One of Dobson’s more ambitious projects was The Complete Anatomy Of Birds, Described In Majestic Sweeping Prose In Several Hefty Volumes. Uncharacteristically, he kept this one under his hat, and did not discuss its progress with his inamorata Marigold Chew over breakfast.
“I am puzzled,” said Marigold one morning, smearing compacted gunk on to a wafer of dough, “Your usual practice is to babble incontinently to me over breakfast about whatever it is you are writing, yet for the past week or so you have either been silent or have spoken of quite other matters. Is everything hunky dory in the Dobson head?”
“’Hunky dory’ does not begin to describe it,” said Dobson, after swallowing, with some difficulty, a mouthful of runny egg ‘n’ cheese-straw bap, “I have embarked upon what may be my greatest achievement, the one I will be remembered for after I am gone. I have not spoken of it to you because I fear you will dissuade me from tackling a work of several hefty volumes, advising me instead to stick with mere pamphlets.”
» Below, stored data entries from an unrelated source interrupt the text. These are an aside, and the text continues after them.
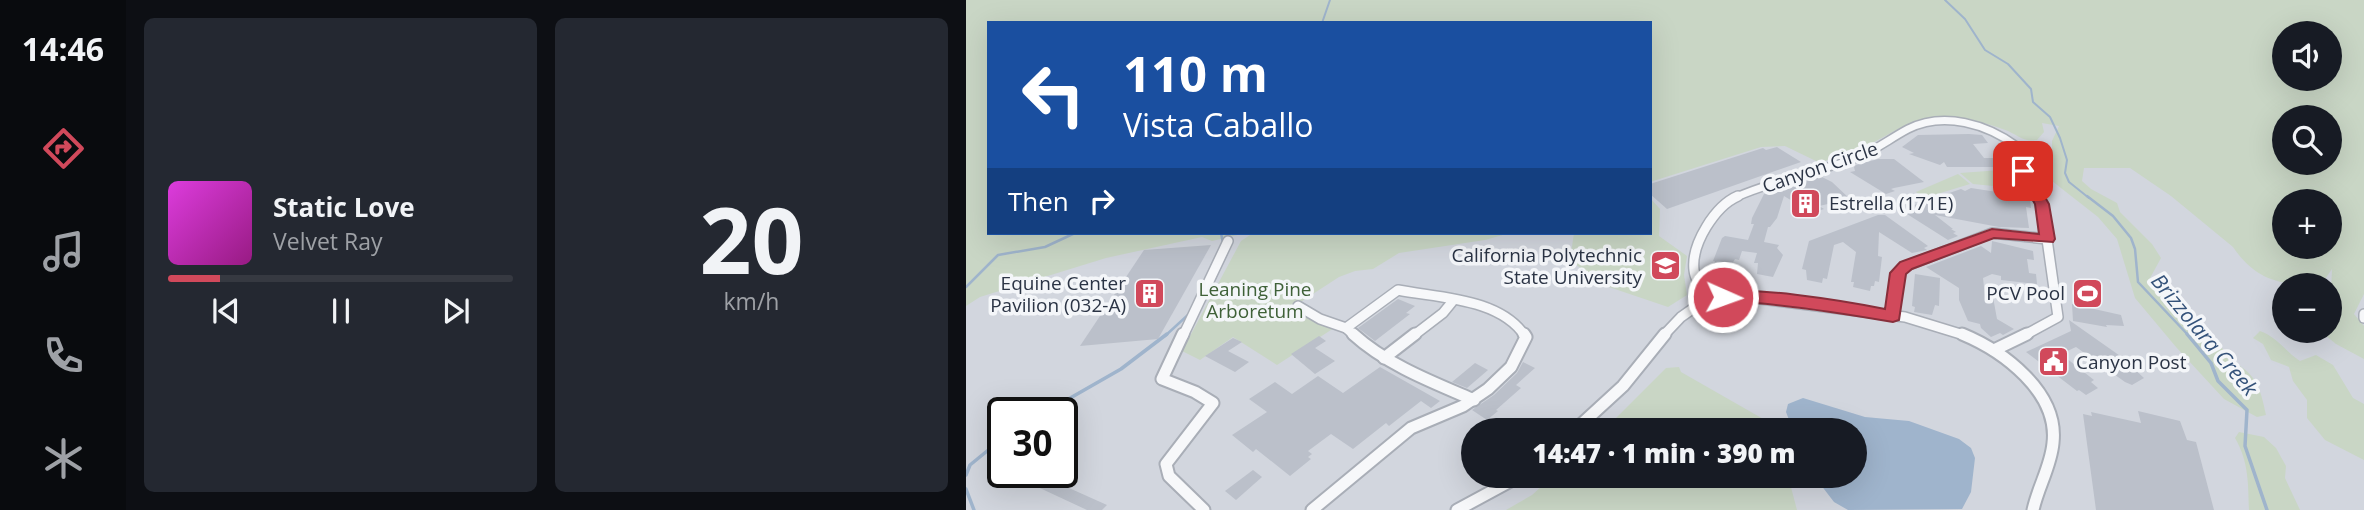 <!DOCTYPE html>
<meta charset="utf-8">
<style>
:root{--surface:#171b24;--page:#242831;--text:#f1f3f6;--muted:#9ea1a6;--line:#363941;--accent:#d1495b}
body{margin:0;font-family:"Open Sans",sans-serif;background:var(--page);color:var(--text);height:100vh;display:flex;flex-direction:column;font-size:26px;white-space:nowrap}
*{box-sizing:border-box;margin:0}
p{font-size:23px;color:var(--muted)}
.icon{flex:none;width:38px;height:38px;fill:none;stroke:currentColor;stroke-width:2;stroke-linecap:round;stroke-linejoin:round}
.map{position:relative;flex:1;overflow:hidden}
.drawer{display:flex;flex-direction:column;gap:18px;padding:18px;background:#0d0f14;width:840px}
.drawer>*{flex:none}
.banner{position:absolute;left:21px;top:21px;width:665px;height:214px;border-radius:0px;box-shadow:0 7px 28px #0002;background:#1a4fa0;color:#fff;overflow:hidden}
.fabs{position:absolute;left:1306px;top:21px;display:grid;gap:14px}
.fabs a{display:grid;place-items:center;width:70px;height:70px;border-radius:50%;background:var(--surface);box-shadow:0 7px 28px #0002;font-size:35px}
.speed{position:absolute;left:21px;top:397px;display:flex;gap:14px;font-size:35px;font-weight:700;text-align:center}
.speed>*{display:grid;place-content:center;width:91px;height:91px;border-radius:50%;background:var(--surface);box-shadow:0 7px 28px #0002;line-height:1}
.speed .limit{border:4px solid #111;border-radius:10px;background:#fff;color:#111}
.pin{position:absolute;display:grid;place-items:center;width:60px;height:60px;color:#fff;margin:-30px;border-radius:14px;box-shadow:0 4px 10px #0006}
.me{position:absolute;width:77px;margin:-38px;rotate:92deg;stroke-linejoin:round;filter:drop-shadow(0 0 5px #0008)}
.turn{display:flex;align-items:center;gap:24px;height:147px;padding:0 21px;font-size:32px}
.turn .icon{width:91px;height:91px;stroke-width:2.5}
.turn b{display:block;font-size:49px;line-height:60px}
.then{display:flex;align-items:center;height:66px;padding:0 21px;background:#0003;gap:14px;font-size:26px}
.drawer .widget{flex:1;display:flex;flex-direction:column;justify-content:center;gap:10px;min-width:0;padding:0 24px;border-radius:10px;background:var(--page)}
.drawer .dial{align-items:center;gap:0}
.dial b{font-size:91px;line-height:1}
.song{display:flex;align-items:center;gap:21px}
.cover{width:84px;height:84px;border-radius:10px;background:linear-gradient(135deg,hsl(300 70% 55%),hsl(310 70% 35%))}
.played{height:7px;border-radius:4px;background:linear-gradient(90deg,var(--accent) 15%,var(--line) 15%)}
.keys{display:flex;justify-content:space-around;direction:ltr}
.drawer .tiles{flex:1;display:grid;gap:18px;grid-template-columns:repeat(2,1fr)}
.trip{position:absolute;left:495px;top:418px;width:406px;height:70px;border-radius:35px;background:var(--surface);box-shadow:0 7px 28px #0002;font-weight:800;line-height:70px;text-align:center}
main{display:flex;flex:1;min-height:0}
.tab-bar{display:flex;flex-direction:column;width:126px;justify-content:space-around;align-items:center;background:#090b0e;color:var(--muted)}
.tab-bar .icon{width:49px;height:49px}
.tab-bar .active{color:var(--accent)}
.tab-bar b{font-size:32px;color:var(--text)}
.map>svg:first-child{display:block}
.built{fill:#d2d6de;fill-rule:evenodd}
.green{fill:#c9d6c5;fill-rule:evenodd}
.water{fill:#9fb4cc}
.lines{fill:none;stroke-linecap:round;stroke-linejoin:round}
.stream-far2{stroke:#9fb4cc;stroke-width:2}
.stream-far1{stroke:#9fb4cc;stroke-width:2.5}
.stream{stroke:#9fb4cc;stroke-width:3.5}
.building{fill:#bbc0ca}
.minor-far2-casing{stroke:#a9aeb7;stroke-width:10}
.minor-far1-casing{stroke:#a9aeb7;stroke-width:12}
.minor-casing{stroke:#a9aeb7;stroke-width:15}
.minor-far2{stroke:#f7f8fa;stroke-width:7}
.minor-far1{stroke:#f7f8fa;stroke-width:9}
.minor{stroke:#f7f8fa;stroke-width:11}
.route{fill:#d1495b;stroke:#882f3b;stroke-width:2}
.labels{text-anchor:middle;stroke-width:7;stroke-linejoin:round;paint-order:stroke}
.street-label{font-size:19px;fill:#2b3445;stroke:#f4f6f9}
.poi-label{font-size:19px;fill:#2b3445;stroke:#f4f6f9;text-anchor:end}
.park-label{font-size:19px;fill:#3f6138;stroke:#f4f6f9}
.water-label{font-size:21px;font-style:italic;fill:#34527a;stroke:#f4f6f9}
</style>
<main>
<nav class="tab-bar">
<b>14:46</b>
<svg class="icon active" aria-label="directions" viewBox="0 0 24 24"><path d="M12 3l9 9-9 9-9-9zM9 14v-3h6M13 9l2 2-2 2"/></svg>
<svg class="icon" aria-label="music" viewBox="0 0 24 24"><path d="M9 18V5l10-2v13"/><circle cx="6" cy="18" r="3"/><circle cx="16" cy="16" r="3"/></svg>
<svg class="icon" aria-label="phone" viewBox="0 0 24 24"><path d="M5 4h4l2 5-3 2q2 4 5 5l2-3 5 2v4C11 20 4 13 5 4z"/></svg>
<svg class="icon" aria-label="climate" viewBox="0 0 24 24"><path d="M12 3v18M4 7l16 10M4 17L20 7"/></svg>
</nav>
<section class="drawer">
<div class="tiles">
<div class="widget">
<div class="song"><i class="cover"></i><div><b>Static Love</b><p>Velvet Ray</p></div></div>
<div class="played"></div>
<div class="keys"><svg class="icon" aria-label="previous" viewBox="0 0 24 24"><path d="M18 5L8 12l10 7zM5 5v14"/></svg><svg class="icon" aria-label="pause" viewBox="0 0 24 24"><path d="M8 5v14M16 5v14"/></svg><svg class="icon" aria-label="next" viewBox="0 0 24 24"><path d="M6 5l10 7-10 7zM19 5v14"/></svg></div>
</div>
<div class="widget dial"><b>20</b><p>km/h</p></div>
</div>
</section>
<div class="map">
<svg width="1398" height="510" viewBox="0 0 1398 510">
<rect width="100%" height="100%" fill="#e4e7ec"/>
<path class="built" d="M 0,0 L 1398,0 L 1398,510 L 0,510 ZM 23,23 L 684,23 L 684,233 L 23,233 ZM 1318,33 L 1363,33 L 1363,79 L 1318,79 ZM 1318,117 L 1363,117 L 1363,163 L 1318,163 ZM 1318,201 L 1363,201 L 1363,247 L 1318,247 ZM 1318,285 L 1363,285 L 1363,331 L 1318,331 ZM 37,413 L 96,413 L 96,472 L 37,472 ZM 508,430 L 889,430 L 889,476 L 508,476 Z"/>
<g class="green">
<path d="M 0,0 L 1398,0 L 1398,294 L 1388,314 L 1398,326 L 1398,359 L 1370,344 L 1354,331 L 1363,331 L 1366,269 L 1355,285 C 1316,285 1291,282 1267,247 L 1205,196 L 1164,168 L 1118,168 L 1116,181 L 1125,189 L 1151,203 L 1154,212 L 1186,244 L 1195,258 L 1183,280 C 1195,296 1207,308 1222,321 C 1238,334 1255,339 1262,359 C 1290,373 1294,386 1300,415 L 1291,417 L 1258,399 L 1210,347 L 1169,298 L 1151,239 L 1132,217 L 1086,181 L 1086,141 L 1093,126 L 1076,123 L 1078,132 L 1071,140 C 1057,142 1053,136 1042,131 C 1026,125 1006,119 990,117 C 948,113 934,130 900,146 C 886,153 869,157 854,163 L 819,146 L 795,147 L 684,182 L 684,23 L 23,23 L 23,233 L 280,233 L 246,241 L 236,237 L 140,258 L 14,297 L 0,306 ZM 1318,33 L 1363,33 L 1363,79 L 1318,79 ZM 1318,117 L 1363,117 L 1363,163 L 1318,163 ZM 1318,201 L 1363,201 L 1363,247 L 1318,247 Z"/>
<polygon points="1049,169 1058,189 1007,184 994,173"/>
<polygon points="992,174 1004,184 958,198 950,192"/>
<polygon points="684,198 694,209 693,236 721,256 718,275 721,295 702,307 637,285 604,260 608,233 684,233"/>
<polygon points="287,233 544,233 519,240 433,253 407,269 389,271 373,277 330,305 368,328 311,365 267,337 234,360 216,351 275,241"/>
<path d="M 1294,331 C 1311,337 1319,351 1334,361 L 1350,355 L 1367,365 L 1387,398 L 1398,404 L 1398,460 L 1359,440 L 1341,418 L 1341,400 L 1327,381 L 1323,367 L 1305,360 L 1297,344 L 1287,338 Z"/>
<polygon points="713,367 715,372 806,424 808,430 638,430 700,368"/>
<path d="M 1273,432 L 1298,437 L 1310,448 L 1320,466 L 1319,478 L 1334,510 L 1283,510 C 1282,484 1283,462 1269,438 Z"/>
<polygon points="587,476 822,476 831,510 540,510 566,495"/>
</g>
<polygon class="water" points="837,398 899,417 943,421 993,439 1005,448 1009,458 1005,492 996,509 882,510 868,502 848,476 889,476 889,430 827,430 820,412 822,404"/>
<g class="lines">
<g class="stream-far2">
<polyline points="979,0 999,19 1019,50 1042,64 1065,89 1067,102 1084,117 1094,138 1101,160 1099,173 1103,182 1123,198"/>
<polyline points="356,23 364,0"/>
</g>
<g class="stream-far1">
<polyline points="1121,196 1147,216 1165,238 1169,249 1172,282 1223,336"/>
<polyline points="255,233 257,243"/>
<polyline points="0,287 32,255 79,247 109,233"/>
<polyline points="199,336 223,314"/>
</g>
<g class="stream">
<polyline points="1221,334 1245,363 1252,381 1281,410 1279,446 1301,510"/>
<polyline points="78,413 155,369 201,334"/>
<polyline points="0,475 4,465 37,438"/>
<polyline points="0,489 8,510"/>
</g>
</g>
<g class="building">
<polygon points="1003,134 1016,135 1022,143 1007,144 1018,158 1028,158 1035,167 981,167 978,162 974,165 943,154 948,153 936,147 952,135"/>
<polygon points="811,147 835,162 701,209 684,194 684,184 797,148 800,150"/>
<polygon points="912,159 928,159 958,182 928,188 925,189 929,191 920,194 884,172 889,171 888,167 890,165"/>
<polygon points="854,176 866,182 884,199 853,206 858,209 846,213 818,196 811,218 804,227 802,227 798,242 813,245 811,248 817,255 807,277 791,274 792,263 788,263 791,253 776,251 773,260 769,259 763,269 747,266 749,261 747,261 756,238 759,236 782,240 788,224 785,224 786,218 798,194"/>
<polygon points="1005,188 1044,194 1064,200 1065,208 1060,207 1063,228 1033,227 969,215 987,229 985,229 990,232 987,233 992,236 982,240 941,214 950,210 945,206 995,189 999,191"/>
<polygon points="912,215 919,215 962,246 958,248 961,250 946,253 913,232 912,256 916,257 913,282 909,281 908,286 905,286 904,291 887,287 888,282 885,282 890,252 877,242 868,245 861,279 857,278 856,283 841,280 840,270 836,269 843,241"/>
<polygon points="1026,241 1067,251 1068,260 1061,259 1063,273 1070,274 1071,284 1035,280 1035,276 1026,274 1017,278 1019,296 1027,297 1031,319 1048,329 1037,335 1034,333 1025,337 1015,328 1014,324 1002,321 993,300 993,288 960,267 1015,246 1025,253"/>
<polygon points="245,245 192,339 114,346 178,250"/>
<polygon points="949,274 974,278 973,306 969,305 966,315 948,312 949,307 946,306"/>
<polygon points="432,299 449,306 440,313 444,314 409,341 392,328"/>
<polygon points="1106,304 1155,315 1158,326 1140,325 1141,327 1107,321"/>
<polygon points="1103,320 1167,365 1165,366 1178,378 1166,385 1159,382 1110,347 1095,354 1128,380 1125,382 1132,388 1120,395 1113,390 1111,391 1060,352 1105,331"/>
<polygon points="353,336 360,341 349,348 369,361 349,374 325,354"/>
<polygon points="267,338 276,342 262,351 283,362 269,372 239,356"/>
<polygon points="557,362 569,368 550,385 555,388 530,410 532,411 521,420 506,410 528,395 551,373"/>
<polygon points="509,363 522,370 501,388 486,382"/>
<polygon points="414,367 474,401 465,408 455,401 423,426 420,423 387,449 365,434 342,451 346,454 342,457 345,459 324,476 290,449 287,452 266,435 301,412 283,399 309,382 326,394 352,376 377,393"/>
<polygon points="1172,411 1214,421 1221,440 1230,442 1248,510 1130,510 1117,414 1126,416 1125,412 1175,423"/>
<polygon points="287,470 296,477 270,500 259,491"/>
<polygon points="74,475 141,505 136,510 121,510 63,483"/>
</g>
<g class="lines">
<defs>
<path id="minor-far2" d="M 768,198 C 806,181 846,173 885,160 C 906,153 923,139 942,129 C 978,111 1021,124 1052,147 L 1061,182 L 1072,198"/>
<g id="minor-far1">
<path d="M 744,300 C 738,291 729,281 728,270 C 725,244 749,206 772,196"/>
<path d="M 332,306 L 354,319 L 380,328 L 432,290 C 473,298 534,298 559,336"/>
<polyline points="1398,314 1398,318"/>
<polyline points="927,316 932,273 940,266 1026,233 1081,239"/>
<polyline points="380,328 389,336"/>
<polyline points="217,336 262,241"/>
<polyline points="447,336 477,313 486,302"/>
<polyline points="697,336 715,317 735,303 770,296 939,317 1001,336"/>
<polyline points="1057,336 1092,317 1076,204 1070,196"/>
</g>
<g id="minor">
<polyline points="217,334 196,379 229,392 247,403 200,464 203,476 238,510"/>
<path d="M 387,334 C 421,365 466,382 508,400"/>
<path d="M 996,334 C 1037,351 1093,392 1087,443 C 1085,466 1072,487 1067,510"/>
<polyline points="1028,350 1061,334"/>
<polyline points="418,358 449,334"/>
<polyline points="609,430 657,386 699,334"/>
<polyline points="346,510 445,428 497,406 522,389 545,367 560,337 558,334"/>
<polyline points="491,510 554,476"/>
</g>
</defs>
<use href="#minor-far2" class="minor-far2-casing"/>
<use href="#minor-far1" class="minor-far1-casing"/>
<use href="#minor" class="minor-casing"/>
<use href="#minor-far2" class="minor-far2"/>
<use href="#minor-far1" class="minor-far1"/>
<use href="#minor" class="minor"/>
</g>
<path class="route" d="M 1057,167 L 1062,168 L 1083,204 L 1089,239 L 1087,242 L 1028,238 L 946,269 L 940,274 L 933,320 L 927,322 C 881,314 836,307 790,303 C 778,301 757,307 749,297 C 762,280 894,304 919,309 L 924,273 L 934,262 L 1026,229 L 1073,234 L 1069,204 L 1050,171 Z"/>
<defs>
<symbol id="building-square" viewBox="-11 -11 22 22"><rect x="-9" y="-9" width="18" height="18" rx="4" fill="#d1495b" stroke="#f4f6f9"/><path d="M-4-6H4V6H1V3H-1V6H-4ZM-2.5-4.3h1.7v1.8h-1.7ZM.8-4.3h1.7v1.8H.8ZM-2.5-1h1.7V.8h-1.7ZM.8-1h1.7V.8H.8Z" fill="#fff"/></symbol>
<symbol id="university-square" viewBox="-11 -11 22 22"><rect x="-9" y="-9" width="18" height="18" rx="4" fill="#d1495b" stroke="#f4f6f9"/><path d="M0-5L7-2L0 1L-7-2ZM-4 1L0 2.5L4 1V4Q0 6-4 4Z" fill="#fff"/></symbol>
<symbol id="stadium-square" viewBox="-11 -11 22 22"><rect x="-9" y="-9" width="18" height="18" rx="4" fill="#d1495b" stroke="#f4f6f9"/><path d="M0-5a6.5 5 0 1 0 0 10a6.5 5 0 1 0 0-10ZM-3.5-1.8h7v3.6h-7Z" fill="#fff"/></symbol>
<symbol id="civic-square" viewBox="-11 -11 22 22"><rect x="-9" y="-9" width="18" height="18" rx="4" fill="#d1495b" stroke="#f4f6f9"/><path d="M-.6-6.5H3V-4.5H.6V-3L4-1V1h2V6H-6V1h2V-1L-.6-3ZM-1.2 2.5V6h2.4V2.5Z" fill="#fff"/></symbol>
</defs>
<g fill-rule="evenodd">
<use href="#building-square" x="822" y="186" width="35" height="35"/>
<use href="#university-square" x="682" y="248" width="35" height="35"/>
<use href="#stadium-square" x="1104" y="276" width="35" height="35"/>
<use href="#building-square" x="166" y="276" width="35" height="35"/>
<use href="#civic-square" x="1070" y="344" width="35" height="35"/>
</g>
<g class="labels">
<g class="street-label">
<text transform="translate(854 167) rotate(-19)" y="7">Canyon Circle</text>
</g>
<g class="poi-label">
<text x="863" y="210" text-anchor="start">Estrella (171E)</text>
<text x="676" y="262">California Polytechnic<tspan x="676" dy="22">State University</tspan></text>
<text x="160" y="290">Equine Center<tspan x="160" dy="22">Pavilion (032-A)</tspan></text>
<text x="1099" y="300">PCV Pool</text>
<text x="1110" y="369" text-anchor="start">Canyon Post</text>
</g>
<g class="park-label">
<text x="289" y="296">Leaning Pine<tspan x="289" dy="22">Arboretum</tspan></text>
</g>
<g class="water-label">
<text transform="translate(1238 335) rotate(50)" y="7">Brizzolara Creek</text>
</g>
</g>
</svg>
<div class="fabs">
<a><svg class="icon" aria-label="sound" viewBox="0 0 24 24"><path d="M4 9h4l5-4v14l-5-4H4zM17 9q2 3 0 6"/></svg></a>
<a><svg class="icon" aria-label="search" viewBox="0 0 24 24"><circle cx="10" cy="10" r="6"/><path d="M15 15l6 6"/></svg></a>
<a>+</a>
<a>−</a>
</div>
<div class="speed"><div class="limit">30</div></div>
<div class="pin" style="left:1057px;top:171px;background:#d93025"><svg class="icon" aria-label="arrive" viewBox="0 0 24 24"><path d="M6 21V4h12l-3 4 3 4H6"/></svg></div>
<svg class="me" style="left:757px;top:297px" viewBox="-20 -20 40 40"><circle r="17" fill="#d1495b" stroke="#fff" stroke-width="3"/><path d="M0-11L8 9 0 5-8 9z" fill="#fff"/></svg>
<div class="trip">14:47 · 1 min · 390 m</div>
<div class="banner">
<div class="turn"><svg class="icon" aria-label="left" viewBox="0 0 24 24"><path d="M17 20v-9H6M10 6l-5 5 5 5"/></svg><div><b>110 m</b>Vista Caballo</div></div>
<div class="then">Then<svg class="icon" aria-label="right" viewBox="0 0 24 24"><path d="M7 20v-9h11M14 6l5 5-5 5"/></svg></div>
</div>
</div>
</main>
“Well, you are a pamphleteer, Dobson,” said Marigold Chew, dallying with a stray pea on her plate, “But I have every confidence in your ability to write several hefty volumes, so long as you choose a subject you know something about. I might throw up my hands in horror, however, were you to be so delusional as to think you could write sensibly at length on a topic of which you are blitheringly ignorant.”
“Such as?” asked Dobson, who was ever loth to admit that there just might be one or two things in the universe that he knew nothing about.
“Birds,” said Marigold.
As she spoke, there was a thunderclap. Rain lashed against the windows, and the sky grew dark.
“As it happens,” said Dobson, “I am at work on chapter one of book one of The Complete Anatomy Of Birds, Described In Majestic Sweeping Prose In Several Hefty Volumes.”
Marigold Chew threw up her hands in horror, inadvertently upsetting a tumbler of unaerated potato juice.
“God help us,” she said.
“Volume One is entitled The Beak, and my plan is to devote at least four hundred pages to that fascinating topic,” said Dobson.
“May I ask,” said Marigold, “How much you have written thus far?”
“Just a couple of lines,” said Dobson, “I admit it is slow work. But I am kept busy with my research.”
“And those two lines are . . .?” asked Marigold.
“All birds have beaks, I think,” quoted Dobson, “Commonly, they are located on the lower front part of a bird’s head.”
“Would it be fair to say,” continued Marigold Chew, mercilessly, “That you have turned to your research, whatever that might be, because you have exhausted your knowledge of the beaks of birds?”
But answer came there none, for Dobson, pretending to a sudden but delayed terror of the thunderclap, had scurried under the breakfast table, as if he were James Joyce during a thunderstorm in Scheveningen.
Later that day, he abandoned his bird book, and wrote instead that timeless classic among his pamphlets, How I Hid Under A Table During A Thunderstorm And Ruined My Trousers By Kneeling In A Puddle Of Unaerated Potato Juice, And What This Tells Us About The Human Spirit In Extremis (out of print).